[ovs-dev] [PATCH v7 3/3] ovn: Add "localnet" logical port type.

Russell Bryant rbryant at redhat.com
Wed Aug 26 15:07:54 UTC 2015


Introduce a new logical port type called "localnet".  A logical port
with this type also has an option called "network_name".  A "localnet"
logical port represents a connection to a network that is locally
accessible from each chassis running ovn-controller.  ovn-controller
will use the ovn-bridge-mappings configuration to figure out which
patch port on br-int should be used for this port.

OpenStack Neutron has an API extension called "provider networks" which
allows an administrator to specify that it would like ports directly
attached to some pre-existing network in their environment.  There was a
previous thread where we got into the details of this here:

  http://openvswitch.org/pipermail/dev/2015-June/056765.html

The case where this would be used is an environment that isn't actually
interested in virtual networks and just wants all of their compute
resources connected up to externally managed networks.  Even in this
environment, OVN still has a lot of value to add.  OVN implements port
security and ACLs for all ports connected to these networks.  OVN also
provides the configuration interface and control plane to manage this
across many hypervisors.

As a specific example, consider an environment with two hypvervisors
(A and B) with two VMs on each hypervisor (A1, A2, B1, B2).  Now imagine
that the desired setup from an OpenStack perspective is to have all of
these VMs attached to the same provider network, which is a physical
network we'll refer to as "physnet1".

The first step here is to configure each hypervisor with bridge mappings
that tell ovn-controller that a local bridge called "br-eth1" is used to
reach the network called "physnet1".  We can simulate the inital setup
of this environment in ovs-sandbox with the following commands:

  # Setup the local hypervisor (A)
  ovs-vsctl add-br br-eth1
  ovs-vsctl set open . external-ids:ovn-bridge-mappings=physnet1:br-eth1

  # Create a fake remote hypervisor (B)
  ovn-sbctl chassis-add fakechassis geneve 127.0.0.1

To get the behavior we want, we model every Neutron port connected to a
Neutron provider network as an OVN logical switch with 2 ports.  The
first port is a normal logical port to be used by the VM.  The second
logical port is a special port with its type set to "localnet".

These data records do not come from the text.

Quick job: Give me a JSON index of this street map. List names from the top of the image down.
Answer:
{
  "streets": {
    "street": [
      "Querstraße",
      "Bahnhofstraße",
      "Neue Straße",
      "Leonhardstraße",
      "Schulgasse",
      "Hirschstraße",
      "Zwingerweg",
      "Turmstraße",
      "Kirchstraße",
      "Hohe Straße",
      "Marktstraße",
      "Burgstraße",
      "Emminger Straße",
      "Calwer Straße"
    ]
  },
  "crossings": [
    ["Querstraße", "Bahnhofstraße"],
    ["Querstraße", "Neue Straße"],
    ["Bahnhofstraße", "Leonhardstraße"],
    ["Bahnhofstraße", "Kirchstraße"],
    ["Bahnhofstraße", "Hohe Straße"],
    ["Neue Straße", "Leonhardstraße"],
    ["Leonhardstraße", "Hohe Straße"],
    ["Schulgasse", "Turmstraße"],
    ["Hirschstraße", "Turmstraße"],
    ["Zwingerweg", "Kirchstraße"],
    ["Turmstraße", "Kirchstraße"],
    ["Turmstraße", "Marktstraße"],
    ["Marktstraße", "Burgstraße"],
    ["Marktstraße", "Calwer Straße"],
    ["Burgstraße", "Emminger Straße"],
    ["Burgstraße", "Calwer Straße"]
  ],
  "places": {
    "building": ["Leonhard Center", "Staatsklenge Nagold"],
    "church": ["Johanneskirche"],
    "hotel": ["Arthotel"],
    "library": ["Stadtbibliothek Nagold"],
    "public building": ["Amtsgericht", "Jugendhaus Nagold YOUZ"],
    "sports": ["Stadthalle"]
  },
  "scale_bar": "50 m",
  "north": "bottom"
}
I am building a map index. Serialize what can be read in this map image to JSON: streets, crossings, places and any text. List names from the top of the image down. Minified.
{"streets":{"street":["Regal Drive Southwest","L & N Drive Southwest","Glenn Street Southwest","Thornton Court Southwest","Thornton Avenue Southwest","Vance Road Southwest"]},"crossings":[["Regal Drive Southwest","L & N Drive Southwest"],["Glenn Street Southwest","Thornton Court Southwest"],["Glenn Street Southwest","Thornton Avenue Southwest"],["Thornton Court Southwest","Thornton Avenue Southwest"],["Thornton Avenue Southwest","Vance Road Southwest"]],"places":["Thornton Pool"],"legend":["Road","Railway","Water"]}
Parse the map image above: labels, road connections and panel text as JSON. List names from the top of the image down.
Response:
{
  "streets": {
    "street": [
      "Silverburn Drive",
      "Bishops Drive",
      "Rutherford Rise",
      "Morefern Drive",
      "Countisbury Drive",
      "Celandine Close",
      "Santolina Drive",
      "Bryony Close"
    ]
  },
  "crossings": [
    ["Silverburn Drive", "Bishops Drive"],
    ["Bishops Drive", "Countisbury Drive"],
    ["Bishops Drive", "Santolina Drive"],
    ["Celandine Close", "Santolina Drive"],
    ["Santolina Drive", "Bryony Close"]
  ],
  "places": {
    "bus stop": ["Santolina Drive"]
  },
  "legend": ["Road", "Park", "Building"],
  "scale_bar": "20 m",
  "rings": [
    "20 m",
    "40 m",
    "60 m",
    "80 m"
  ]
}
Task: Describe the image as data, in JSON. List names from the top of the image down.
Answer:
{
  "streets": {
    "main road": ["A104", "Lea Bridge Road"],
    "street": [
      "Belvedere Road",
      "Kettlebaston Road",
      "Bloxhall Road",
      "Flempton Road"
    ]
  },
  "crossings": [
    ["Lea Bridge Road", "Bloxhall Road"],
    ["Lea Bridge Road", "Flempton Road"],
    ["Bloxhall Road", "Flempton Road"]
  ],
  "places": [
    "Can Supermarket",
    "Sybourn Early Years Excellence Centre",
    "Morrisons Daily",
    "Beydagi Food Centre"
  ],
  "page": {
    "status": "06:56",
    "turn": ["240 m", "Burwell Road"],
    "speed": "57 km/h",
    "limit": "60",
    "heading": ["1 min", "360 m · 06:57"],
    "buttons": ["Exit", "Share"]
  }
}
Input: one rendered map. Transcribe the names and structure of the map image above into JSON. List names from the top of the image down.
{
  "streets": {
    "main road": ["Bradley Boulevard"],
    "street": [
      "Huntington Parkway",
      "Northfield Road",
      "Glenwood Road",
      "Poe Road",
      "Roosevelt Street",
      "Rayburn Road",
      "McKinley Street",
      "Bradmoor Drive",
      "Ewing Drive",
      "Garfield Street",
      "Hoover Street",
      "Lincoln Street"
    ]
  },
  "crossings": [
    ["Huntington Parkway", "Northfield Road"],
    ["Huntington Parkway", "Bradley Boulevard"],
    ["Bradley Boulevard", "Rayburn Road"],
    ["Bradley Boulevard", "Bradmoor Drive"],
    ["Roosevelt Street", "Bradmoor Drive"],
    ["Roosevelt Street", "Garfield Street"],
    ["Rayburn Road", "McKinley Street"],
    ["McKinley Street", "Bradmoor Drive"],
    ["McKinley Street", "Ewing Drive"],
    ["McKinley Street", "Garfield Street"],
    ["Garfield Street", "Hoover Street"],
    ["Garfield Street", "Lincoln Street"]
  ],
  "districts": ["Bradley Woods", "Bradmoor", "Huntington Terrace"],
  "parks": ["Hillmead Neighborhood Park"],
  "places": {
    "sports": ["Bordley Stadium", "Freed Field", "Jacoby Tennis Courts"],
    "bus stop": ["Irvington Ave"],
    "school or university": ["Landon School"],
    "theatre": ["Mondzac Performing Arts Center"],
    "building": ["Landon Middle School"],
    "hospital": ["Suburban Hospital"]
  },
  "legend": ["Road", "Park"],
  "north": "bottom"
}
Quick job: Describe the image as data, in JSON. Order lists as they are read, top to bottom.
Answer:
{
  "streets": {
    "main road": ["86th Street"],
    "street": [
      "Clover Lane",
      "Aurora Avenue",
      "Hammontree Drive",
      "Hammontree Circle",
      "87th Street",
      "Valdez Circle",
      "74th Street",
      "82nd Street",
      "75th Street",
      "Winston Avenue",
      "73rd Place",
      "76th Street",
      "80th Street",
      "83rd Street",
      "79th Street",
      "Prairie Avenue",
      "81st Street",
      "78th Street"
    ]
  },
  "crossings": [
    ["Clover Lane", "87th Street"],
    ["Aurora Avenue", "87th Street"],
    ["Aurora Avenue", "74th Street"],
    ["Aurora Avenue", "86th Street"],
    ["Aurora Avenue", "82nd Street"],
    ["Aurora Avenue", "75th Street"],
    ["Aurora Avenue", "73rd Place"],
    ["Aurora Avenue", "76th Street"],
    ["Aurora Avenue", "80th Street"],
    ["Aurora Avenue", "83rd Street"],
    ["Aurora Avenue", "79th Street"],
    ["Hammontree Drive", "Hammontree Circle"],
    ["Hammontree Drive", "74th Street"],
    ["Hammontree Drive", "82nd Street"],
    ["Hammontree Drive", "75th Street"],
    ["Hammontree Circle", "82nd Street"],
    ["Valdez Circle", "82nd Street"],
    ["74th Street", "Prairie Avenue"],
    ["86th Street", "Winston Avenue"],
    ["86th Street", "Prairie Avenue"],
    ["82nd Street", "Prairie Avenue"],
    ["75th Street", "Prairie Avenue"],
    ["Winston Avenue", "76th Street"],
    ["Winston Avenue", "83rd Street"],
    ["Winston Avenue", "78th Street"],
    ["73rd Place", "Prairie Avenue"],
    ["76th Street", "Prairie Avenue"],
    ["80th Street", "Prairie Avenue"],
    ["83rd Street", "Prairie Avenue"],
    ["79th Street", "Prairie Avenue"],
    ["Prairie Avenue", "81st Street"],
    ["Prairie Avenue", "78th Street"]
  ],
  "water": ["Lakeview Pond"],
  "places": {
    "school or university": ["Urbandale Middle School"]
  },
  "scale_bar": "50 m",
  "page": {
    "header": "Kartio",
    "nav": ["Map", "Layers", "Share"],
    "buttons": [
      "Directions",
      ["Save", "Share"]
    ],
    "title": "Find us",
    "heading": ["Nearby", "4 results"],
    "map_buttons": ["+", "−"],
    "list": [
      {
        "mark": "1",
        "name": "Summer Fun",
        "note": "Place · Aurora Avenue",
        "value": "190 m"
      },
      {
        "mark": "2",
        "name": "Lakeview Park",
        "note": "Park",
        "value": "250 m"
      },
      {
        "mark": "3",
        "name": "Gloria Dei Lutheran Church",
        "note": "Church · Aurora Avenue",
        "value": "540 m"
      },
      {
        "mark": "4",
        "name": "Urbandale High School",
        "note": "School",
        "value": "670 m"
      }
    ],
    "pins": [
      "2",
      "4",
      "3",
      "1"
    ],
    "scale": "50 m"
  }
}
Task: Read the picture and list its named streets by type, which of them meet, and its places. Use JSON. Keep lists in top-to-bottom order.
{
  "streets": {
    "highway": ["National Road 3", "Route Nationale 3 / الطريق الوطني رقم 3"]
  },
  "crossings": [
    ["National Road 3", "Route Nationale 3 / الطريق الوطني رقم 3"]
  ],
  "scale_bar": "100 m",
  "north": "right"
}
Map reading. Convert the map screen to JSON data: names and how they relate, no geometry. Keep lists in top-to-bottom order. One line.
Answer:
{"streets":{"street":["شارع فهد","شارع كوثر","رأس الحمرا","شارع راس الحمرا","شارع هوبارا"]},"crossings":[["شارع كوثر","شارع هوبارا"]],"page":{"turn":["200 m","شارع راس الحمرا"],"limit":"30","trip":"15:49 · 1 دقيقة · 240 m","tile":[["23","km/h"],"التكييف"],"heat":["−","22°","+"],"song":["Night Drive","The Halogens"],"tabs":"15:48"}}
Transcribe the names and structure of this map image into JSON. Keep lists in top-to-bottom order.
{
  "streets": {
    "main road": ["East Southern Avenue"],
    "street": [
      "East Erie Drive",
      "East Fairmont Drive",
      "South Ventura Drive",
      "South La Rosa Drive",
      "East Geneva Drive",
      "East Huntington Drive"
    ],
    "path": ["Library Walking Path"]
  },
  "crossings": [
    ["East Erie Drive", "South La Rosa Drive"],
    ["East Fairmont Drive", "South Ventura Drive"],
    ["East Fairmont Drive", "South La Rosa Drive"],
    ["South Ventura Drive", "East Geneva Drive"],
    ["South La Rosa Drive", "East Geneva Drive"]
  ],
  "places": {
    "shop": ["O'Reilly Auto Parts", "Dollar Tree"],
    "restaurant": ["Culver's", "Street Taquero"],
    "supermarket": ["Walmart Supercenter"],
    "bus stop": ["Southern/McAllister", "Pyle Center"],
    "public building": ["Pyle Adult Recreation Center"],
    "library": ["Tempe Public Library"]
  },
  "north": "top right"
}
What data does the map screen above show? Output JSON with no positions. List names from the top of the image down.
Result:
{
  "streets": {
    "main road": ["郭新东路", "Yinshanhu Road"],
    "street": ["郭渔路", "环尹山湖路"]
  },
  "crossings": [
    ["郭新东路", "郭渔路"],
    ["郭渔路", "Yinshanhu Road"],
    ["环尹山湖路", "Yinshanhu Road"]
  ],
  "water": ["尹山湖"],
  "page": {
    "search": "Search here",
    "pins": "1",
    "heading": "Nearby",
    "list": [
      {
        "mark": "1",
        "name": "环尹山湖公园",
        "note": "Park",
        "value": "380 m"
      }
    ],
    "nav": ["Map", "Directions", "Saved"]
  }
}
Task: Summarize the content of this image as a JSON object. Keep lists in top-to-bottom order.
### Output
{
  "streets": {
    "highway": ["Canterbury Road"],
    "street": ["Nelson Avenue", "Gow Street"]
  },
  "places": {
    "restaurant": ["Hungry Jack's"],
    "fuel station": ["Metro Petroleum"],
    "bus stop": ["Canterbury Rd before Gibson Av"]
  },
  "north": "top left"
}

You could imagine an alternative configuration where there are many OVN
logical ports with a single OVN "localnet" logical port on the same OVN
logical switch.  This setup provides something different, where the
logical ports would communicate with eath other in logical space via
tunnnels between hypervisors.  For Neutron's use case, we want all ports
communicating via an existing network without the use of an overlay.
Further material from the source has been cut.